_Assignment_
Copy each line exactly, starting with the one that contains "4l9 5-9 5-9-5zM3" and stopping after the last line of the material below, with nothing else.

_Input data_
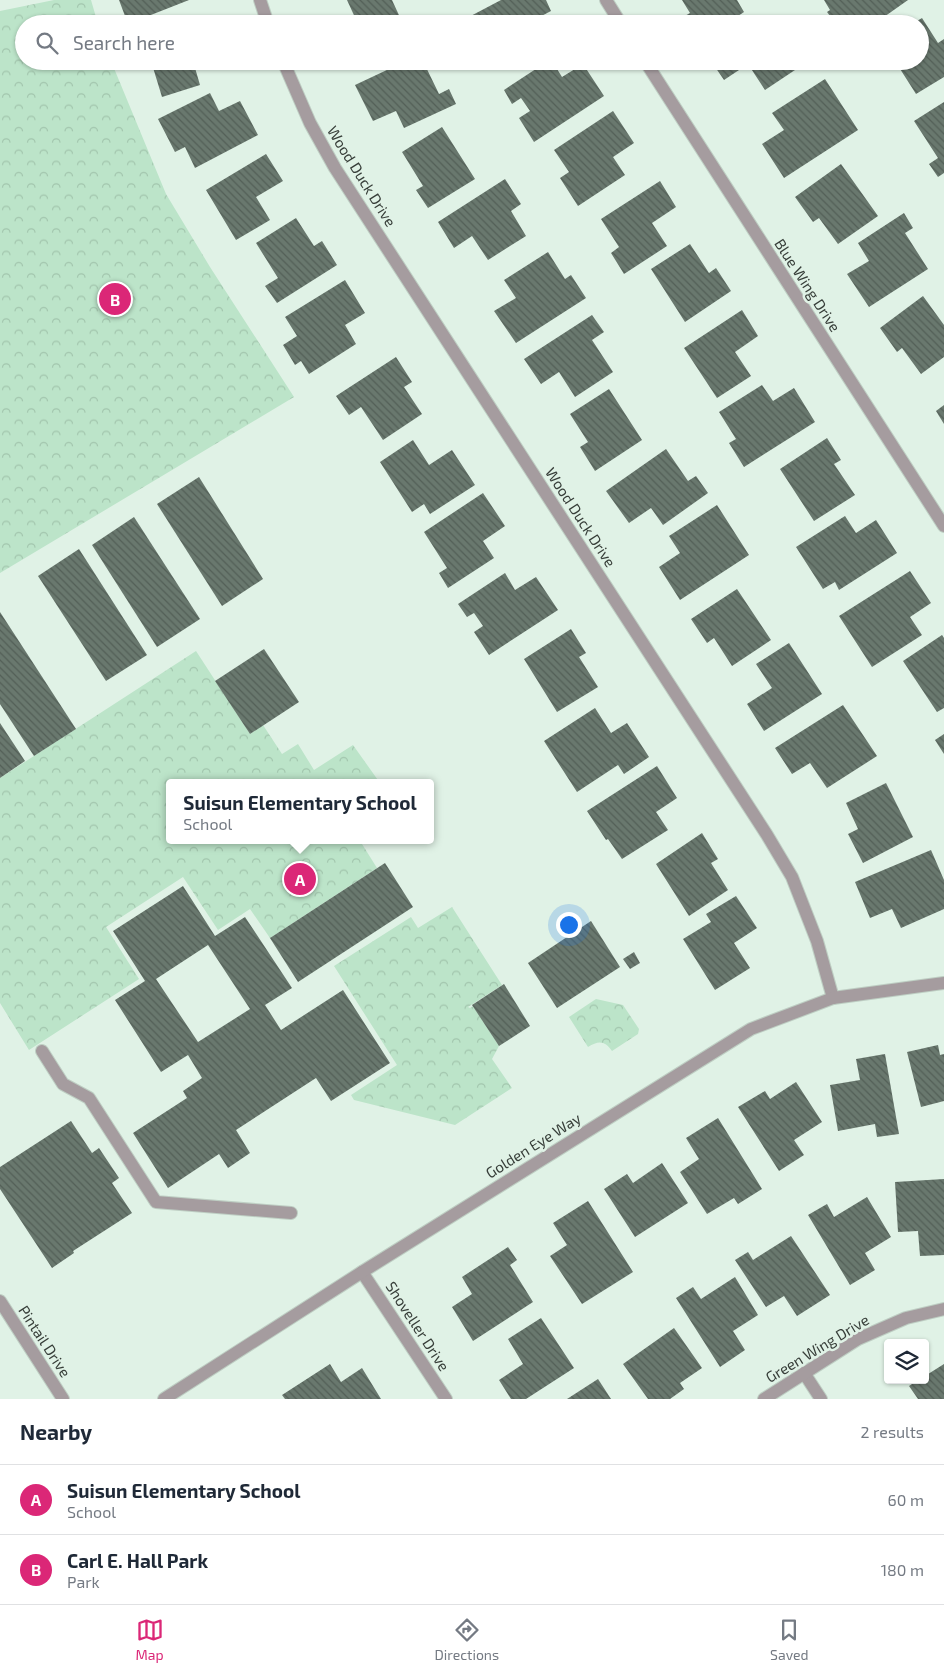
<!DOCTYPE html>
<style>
body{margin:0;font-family:"Exo 2",sans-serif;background:#f2f2f3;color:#1f2937}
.controls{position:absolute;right:15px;bottom:15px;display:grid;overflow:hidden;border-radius:5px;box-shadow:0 1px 4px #0004}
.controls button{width:45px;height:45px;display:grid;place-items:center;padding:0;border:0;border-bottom:1px solid #e0e1e3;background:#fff;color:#1f2937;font:25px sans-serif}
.you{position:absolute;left:568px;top:924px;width:18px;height:18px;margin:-12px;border:4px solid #fff;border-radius:50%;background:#1a73e8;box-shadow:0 0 0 8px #1a73e833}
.badge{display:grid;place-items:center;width:32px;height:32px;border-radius:50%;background:#db2777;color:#fff;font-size:16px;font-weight:700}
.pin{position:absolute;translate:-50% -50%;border:2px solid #fff;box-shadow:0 1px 5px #0006}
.popup{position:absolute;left:166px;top:779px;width:268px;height:65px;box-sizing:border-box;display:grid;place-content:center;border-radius:5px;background:#fff;filter:drop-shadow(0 1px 4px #0005);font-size:16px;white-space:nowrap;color:#747a83}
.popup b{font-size:19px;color:#1f2937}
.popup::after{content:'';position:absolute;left:50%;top:100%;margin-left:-10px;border:10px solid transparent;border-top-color:#fff}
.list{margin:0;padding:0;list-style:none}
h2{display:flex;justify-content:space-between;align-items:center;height:65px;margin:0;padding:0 20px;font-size:21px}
h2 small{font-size:16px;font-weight:400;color:#747a83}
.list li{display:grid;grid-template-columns:32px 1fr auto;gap:15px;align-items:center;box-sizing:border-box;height:70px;padding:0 20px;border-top:1px solid #e0e1e3}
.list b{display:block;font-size:19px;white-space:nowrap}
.list p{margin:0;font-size:16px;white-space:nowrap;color:#747a83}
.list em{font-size:16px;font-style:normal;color:#747a83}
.icon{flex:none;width:28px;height:28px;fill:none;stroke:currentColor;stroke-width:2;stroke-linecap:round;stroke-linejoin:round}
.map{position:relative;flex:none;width:944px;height:1399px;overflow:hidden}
.search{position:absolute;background:#fff;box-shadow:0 1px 4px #0004;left:15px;right:15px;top:15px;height:55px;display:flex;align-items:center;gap:12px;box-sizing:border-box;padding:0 18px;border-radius:28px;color:#747a83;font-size:19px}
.sheet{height:205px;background:#fff}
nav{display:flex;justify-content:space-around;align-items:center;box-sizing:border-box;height:70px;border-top:1px solid #e0e1e3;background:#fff;font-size:14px;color:#747a83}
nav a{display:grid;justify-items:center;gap:2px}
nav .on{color:#db2777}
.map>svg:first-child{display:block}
.park{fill:url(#park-crowns)}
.building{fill:url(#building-back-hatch);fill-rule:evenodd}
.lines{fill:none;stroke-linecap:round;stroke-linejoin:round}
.service-casing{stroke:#becec3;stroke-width:14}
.minor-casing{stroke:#becec3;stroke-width:14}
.tertiary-casing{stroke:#becec3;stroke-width:14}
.service{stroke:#a59c9f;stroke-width:12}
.minor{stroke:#a59c9f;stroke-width:12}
.tertiary{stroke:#a59c9f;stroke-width:12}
.labels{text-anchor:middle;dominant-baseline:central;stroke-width:5;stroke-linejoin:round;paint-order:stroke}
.street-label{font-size:15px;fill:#373e39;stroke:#e0f2e6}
</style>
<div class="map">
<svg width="944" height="1399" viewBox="0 0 944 1399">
<defs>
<pattern id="park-crowns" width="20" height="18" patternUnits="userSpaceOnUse" patternTransform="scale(1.25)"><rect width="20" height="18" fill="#bce4c9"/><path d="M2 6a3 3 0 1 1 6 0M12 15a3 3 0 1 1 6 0" fill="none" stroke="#a2c5ad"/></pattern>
<pattern id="building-back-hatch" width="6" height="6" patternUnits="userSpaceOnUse" patternTransform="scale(1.25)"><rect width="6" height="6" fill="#69786e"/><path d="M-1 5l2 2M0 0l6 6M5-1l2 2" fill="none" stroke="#535f57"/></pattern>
</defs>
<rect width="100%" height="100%" fill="#e0f2e6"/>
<!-- park -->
<g class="park">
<polygon points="54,0 91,0 98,24 24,24 24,61 111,61 166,194 210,267 294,397 0,573 0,11"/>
<polygon points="196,651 250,734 263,725 282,754 298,744 314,770 353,745 380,783 170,783 170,840 367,840 362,844 377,868 270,938 250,909 218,930 183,877 106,927 139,979 29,1050 0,1003 0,778"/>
<polygon points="452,907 502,985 468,1007 470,1008 473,1006 499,1046 492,1059 512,1088 455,1125 354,1100 351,1095 397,1065 334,966 411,917 418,928"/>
<path d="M 596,999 L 623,1005 L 639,1029 L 638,1034 L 612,1051 C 605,1041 599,1040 588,1047 L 569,1017 Z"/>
</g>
<!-- building -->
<g class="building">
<polygon points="119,0 189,0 128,24"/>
<polygon points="347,0 392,0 403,24 358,24"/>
<polygon points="501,0 546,0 551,11 530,22 531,24 468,24 465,19"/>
<polygon points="682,0 737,0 744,12 726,24 687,24 683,17 690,13"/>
<polygon points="824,0 908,0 874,24 836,24 827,12 830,10"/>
<polygon points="922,18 938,43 944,39 944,77 916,94 895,61 920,61 920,24 912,24"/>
<polygon points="151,61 193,61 200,85 162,97"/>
<polygon points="406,61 423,61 439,94 449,89 456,104 404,128 396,111 373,121 355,85"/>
<polygon points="548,61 552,61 562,77 583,64 604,96 534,142 519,118 530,111 521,98 512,104 504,90"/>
<polygon points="711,61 793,61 798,68 765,90 748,64 724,80"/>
<polygon points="825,79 858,130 784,178 762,144 784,130 772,113"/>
<polygon points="210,93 219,111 240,101 258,135 195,168 185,147 175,152 158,119"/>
<polygon points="944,102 944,173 938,177 929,164 938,158 914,121"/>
<polygon points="613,111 634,143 613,157 625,175 578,206 560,178 569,172 554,150"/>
<polygon points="442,127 475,179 428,208 416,190 423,186 402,152"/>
<polygon points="266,154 283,181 256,197 270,220 236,240 206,190"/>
<polygon points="841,164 878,216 838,244 819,218 813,222 795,197"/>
<polygon points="505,179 521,204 511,211 526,236 488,260 472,236 454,248 438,222"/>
<polygon points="660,181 676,207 652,223 667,246 624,274 611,253 619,247 601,219"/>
<polygon points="904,213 913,228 905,233 928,269 869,307 847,274 869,261 858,243"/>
<polygon points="296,218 314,246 322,241 337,265 277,303 265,286 278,278 256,243"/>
<polygon points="690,244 709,273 716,268 731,291 685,322 651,269"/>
<polygon points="548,252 565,279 571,275 586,298 516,343 494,311 516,298 504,280"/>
<polygon points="345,280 365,313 345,325 356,344 309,374 301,361 295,365 283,345 297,336 285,317"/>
<polygon points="923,296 944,325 944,357 921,374 902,348 897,352 880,328"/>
<polygon points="742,310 758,336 735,352 751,376 717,398 684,348"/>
<polygon points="592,315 604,332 592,340 613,372 575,397 559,372 541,384 524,359"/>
<polygon points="396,357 412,382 404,387 422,414 383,440 361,407 349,415 336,396"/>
<polygon points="762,385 773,401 794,388 815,422 744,467 729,443 736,439 719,412"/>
<polygon points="609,389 642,440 595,471 580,447 588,442 570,414"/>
<polygon points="944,405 944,424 936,411"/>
<polygon points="827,438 841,460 834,464 855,495 814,521 780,469"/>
<polygon points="413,440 429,465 452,450 475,485 430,514 424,504 412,512 380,462"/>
<polygon points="666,449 688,481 696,476 708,493 663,525 651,508 629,523 606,491"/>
<polygon points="199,477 263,579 222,606 157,504"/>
<polygon points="483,493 505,526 483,541 494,558 448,588 439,573 447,568 424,532"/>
<polygon points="717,505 749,555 680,600 659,567 680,553 669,536"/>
<polygon points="845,516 856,533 876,520 897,553 839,590 835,582 823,589 796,547"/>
<polygon points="134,517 200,619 157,647 92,545"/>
<polygon points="79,549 147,655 106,681 38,576"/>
<polygon points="910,571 931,603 910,617 922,635 872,667 839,616"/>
<polygon points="505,573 515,590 536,577 558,610 489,655 474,632 483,626 474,613 467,617 458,604"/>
<polygon points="737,589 771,640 732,666 714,638 707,643 691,619"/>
<polygon points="0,612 76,729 34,756 0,704"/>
<polygon points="571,629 586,653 579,657 598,687 557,712 524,659"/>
<polygon points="942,635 944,638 944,708 937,712 903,661"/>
<polygon points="789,643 822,694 764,731 747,704 772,688 756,664"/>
<polygon points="264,649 299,702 250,734 215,681"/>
<polygon points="843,705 877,756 827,788 810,763 792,774 775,748"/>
<polygon points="595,708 611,733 627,723 649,757 624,774 618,765 577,792 544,741"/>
<polygon points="0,723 25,761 0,778"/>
<polygon points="944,734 944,754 935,740"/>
<polygon points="657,766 677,798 656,812 668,830 622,859 608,839 606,840 587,811"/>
<polygon points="886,783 913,837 863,863 848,834 858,829 846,803"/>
<polygon points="702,833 718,859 711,863 728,890 689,916 656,864"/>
<polygon points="931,850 944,880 944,909 901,928 892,909 870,918 855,882"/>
<polygon points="385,863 413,907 298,982 270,938"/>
<path d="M 183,886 L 215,936 L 245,917 L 292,988 L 265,1005 L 281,1030 L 343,990 L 390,1063 L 331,1101 L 316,1078 L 236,1130 L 250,1153 L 228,1168 L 219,1154 L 168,1188 L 133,1133 L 187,1098 L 183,1091 L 202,1078 L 188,1055 L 161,1072 L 115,1000 L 145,981 L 113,931 ZM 208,945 L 250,1009 L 198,1042 L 156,979 Z"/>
<polygon points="736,896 757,928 734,943 750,968 715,990 683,939 711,922 706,914"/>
<polygon points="591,921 620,967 557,1008 528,963"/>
<polygon points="634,952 640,963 630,969 623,959"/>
<polygon points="504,984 530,1026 499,1046 472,1005"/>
<polygon points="938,1045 940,1055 944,1054 944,1101 921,1107 907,1052"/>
<polygon points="885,1054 899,1134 877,1137 875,1124 838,1131 830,1085 860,1080 856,1059"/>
<polygon points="796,1082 822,1122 794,1140 804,1155 779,1171 738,1107 765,1091 770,1099"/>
<polygon points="718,1118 762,1189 738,1204 734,1198 707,1214 680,1172 699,1159 686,1138"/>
<polygon points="71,1121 92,1153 99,1148 119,1178 112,1183 132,1213 73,1251 74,1253 52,1268 0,1189 0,1167"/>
<polygon points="662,1163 688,1203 635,1237 604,1189 627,1174 633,1183"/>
<polygon points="944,1179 944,1255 920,1256 918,1231 898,1232 895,1182"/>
<polygon points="867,1197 891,1237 865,1253 875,1270 850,1285 808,1215 827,1204 834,1217"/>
<polygon points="588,1201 633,1272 582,1304 550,1256 567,1245 553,1223"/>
<polygon points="791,1236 830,1295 797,1316 784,1296 766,1307 735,1260 748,1252 753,1260"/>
<polygon points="508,1247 517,1260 510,1265 533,1302 473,1341 452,1307 472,1294 462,1277"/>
<polygon points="735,1277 758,1315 733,1331 745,1350 720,1367 676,1298 693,1287 701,1299"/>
<polygon points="541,1318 574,1368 526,1399 511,1399 499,1380 523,1364 508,1339"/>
<polygon points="674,1328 702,1368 680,1383 684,1389 670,1399 648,1399 623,1364"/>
<polygon points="330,1364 341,1382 362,1368 381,1399 285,1399 282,1395"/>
<polygon points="944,1364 944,1399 918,1399 909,1386 918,1380 925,1380 925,1376"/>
<polygon points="598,1379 611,1399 567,1399"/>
</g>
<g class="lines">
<defs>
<polyline id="service" points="42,1051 63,1084 89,1098 156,1202 291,1213"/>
<g id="minor">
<polyline points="260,0 268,24"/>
<polyline points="606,0 621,24"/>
<polyline points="283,61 310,123 335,168 767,835 792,877 817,941 833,998"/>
<polyline points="645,61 944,526"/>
<polyline points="362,1272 446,1399"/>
<polyline points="804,1373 821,1399"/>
<polyline points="164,1399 362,1272 751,1029 833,998 944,983"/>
<polyline points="764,1399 858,1339 906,1318 944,1309"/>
</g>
<polyline id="tertiary" points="0,1301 63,1399"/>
</defs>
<!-- service casing -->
<use href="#service" class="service-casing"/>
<!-- minor casing -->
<use href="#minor" class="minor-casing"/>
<!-- tertiary casing -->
<use href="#tertiary" class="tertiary-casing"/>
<!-- service -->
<use href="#service" class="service"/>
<!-- minor -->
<use href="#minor" class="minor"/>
<!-- tertiary -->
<use href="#tertiary" class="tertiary"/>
</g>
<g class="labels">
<!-- street labels -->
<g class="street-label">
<text transform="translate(362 176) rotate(58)">Wood Duck Drive</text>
<text transform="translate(808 285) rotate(57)">Blue Wing Drive</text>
<text transform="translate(581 517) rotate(57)">Wood Duck Drive</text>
<text transform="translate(533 1145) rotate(-32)">Golden Eye Way</text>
<text transform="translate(418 1326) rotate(57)">Shoveller Drive</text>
<text transform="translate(45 1341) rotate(57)">Pintail Drive</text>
<text transform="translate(817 1348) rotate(-31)">Green Wing Drive</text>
</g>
</g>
</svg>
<div class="controls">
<button><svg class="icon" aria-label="layers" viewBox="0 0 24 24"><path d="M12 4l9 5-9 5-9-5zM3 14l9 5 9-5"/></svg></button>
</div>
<div class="you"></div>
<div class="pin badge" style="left:300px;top:879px">A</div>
<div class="popup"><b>Suisun Elementary School</b>School</div>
<div class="pin badge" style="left:115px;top:299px">B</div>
<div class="search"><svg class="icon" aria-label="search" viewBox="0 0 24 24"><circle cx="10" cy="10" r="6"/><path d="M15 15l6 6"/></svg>Search here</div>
</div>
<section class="sheet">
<h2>Nearby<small>2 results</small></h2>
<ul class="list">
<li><span class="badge">A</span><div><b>Suisun Elementary School</b><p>School</p></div><em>60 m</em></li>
<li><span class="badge">B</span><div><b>Carl E. Hall Park</b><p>Park</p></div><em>180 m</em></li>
</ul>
</section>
<nav>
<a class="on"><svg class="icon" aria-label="map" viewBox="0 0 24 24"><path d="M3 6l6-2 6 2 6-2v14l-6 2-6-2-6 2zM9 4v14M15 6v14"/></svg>Map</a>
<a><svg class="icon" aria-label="directions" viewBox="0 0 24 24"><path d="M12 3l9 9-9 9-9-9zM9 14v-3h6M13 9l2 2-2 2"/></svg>Directions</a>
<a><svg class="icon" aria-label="saved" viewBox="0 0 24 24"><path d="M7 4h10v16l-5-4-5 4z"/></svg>Saved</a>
</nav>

_Reply to the task_
<button><svg class="icon" aria-label="layers" viewBox="0 0 24 24"><path d="M12 4l9 5-9 5-9-5zM3 14l9 5 9-5"/></svg></button>
</div>
<div class="you"></div>
<div class="pin badge" style="left:300px;top:879px">A</div>
<div class="popup"><b>Suisun Elementary School</b>School</div>
<div class="pin badge" style="left:115px;top:299px">B</div>
<div class="search"><svg class="icon" aria-label="search" viewBox="0 0 24 24"><circle cx="10" cy="10" r="6"/><path d="M15 15l6 6"/></svg>Search here</div>
</div>
<section class="sheet">
<h2>Nearby<small>2 results</small></h2>
<ul class="list">
<li><span class="badge">A</span><div><b>Suisun Elementary School</b><p>School</p></div><em>60 m</em></li>
<li><span class="badge">B</span><div><b>Carl E. Hall Park</b><p>Park</p></div><em>180 m</em></li>
</ul>
</section>
<nav>
<a class="on"><svg class="icon" aria-label="map" viewBox="0 0 24 24"><path d="M3 6l6-2 6 2 6-2v14l-6 2-6-2-6 2zM9 4v14M15 6v14"/></svg>Map</a>
<a><svg class="icon" aria-label="directions" viewBox="0 0 24 24"><path d="M12 3l9 9-9 9-9-9zM9 14v-3h6M13 9l2 2-2 2"/></svg>Directions</a>
<a><svg class="icon" aria-label="saved" viewBox="0 0 24 24"><path d="M7 4h10v16l-5-4-5 4z"/></svg>Saved</a>
</nav>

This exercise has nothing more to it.